BEGIN Records to use

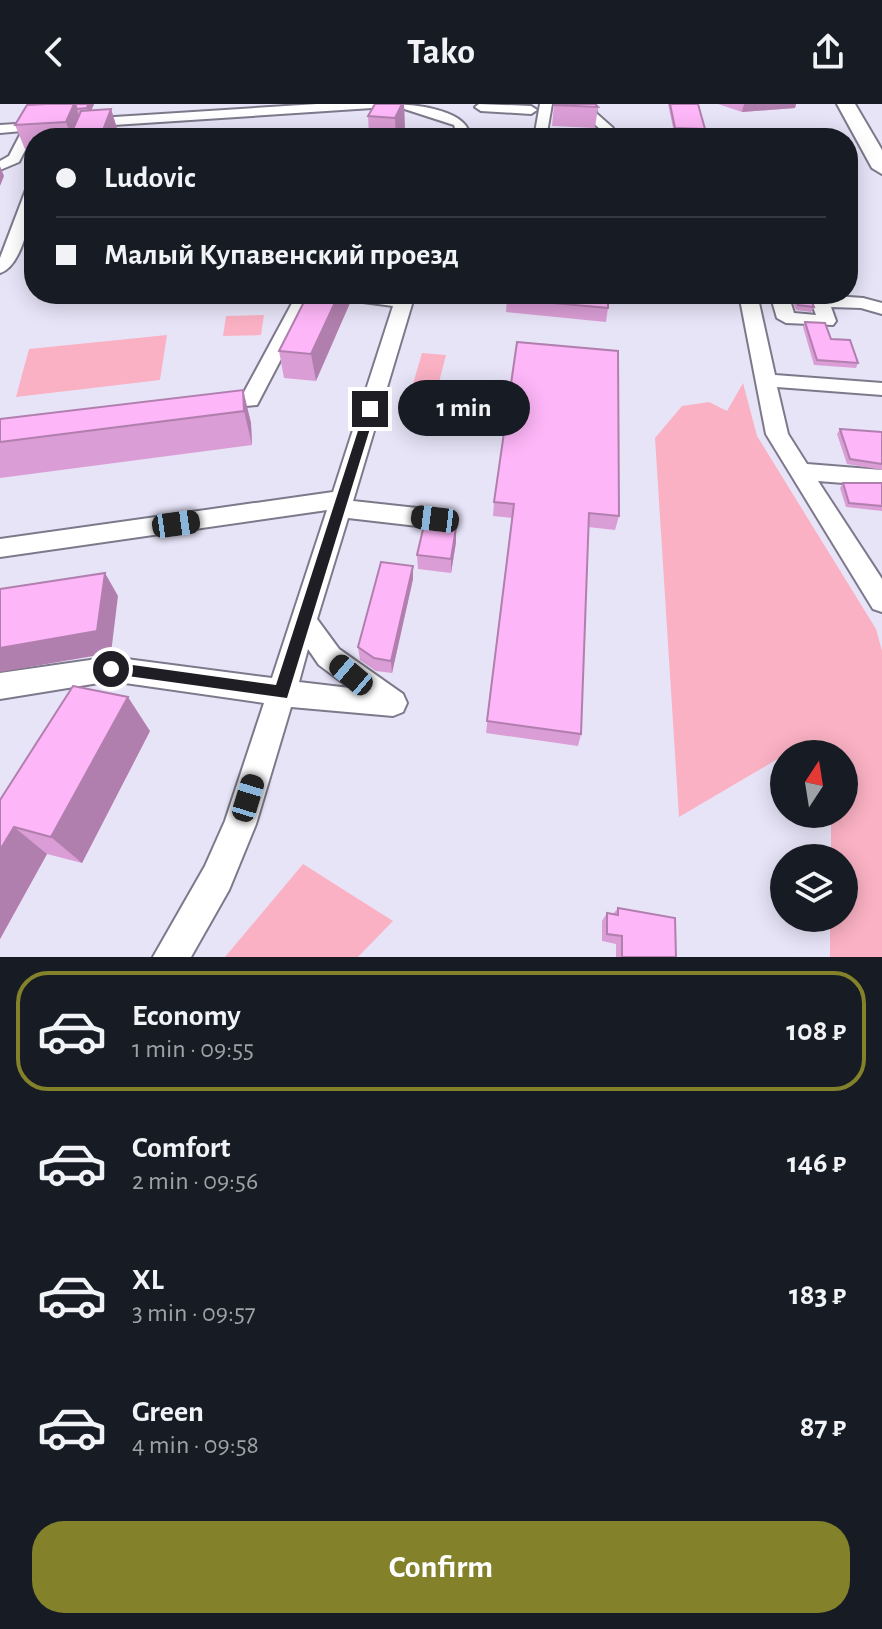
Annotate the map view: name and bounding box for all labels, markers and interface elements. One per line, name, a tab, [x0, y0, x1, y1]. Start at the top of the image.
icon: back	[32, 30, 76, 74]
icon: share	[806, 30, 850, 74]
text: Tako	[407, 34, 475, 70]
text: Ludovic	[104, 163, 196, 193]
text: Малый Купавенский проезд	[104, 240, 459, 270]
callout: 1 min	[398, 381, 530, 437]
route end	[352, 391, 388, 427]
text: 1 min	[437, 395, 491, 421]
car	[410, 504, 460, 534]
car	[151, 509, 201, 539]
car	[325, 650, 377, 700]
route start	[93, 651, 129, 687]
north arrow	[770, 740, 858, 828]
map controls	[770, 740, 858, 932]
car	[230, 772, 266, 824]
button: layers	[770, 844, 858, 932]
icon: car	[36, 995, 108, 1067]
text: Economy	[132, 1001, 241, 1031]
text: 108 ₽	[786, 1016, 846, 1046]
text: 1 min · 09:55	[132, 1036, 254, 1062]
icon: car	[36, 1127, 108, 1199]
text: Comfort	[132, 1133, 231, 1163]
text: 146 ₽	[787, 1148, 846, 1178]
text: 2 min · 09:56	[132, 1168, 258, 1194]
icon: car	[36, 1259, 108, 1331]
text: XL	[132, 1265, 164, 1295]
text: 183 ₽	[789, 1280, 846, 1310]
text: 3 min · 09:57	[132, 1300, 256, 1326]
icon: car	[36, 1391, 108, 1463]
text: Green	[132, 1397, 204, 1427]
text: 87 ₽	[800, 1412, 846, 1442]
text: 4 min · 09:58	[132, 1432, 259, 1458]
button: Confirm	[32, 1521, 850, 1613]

END Records to use

* _Work required_
Search the data for the word "icon" and copy each line where it appears.

* _Response for this exercise_
icon: back	[32, 30, 76, 74]
icon: share	[806, 30, 850, 74]
icon: car	[36, 995, 108, 1067]
icon: car	[36, 1127, 108, 1199]
icon: car	[36, 1259, 108, 1331]
icon: car	[36, 1391, 108, 1463]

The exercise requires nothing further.